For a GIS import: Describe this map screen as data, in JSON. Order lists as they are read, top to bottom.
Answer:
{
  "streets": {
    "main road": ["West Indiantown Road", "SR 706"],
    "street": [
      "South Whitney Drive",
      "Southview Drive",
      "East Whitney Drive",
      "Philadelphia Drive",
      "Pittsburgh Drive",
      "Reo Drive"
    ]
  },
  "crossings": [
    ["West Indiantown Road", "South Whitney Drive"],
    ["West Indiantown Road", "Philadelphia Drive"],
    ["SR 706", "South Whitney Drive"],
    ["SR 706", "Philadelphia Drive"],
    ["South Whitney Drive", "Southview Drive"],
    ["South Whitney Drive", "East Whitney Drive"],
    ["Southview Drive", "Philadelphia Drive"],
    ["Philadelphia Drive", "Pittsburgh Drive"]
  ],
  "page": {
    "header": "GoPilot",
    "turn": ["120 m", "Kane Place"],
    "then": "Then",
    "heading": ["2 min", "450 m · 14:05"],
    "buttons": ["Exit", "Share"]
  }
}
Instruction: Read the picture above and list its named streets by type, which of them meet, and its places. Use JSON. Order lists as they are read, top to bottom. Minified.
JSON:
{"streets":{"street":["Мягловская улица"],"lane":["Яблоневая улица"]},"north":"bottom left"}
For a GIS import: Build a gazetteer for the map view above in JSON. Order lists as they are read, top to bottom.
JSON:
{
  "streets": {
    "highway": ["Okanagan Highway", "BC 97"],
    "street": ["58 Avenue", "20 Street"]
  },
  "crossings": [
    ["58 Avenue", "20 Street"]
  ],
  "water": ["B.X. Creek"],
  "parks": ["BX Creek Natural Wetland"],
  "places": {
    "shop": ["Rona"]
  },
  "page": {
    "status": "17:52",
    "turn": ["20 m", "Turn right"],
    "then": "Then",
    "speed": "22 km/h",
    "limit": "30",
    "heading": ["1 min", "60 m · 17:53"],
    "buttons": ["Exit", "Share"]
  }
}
· · · · · · ·
● Exercise aim:
List every line above that holds the word "import".

● Answer area:
For a GIS import: Describe this map screen as data, in JSON. Order lists as they are read, top to bottom.
For a GIS import: Build a gazetteer for the map view above in JSON. Order lists as they are read, top to bottom.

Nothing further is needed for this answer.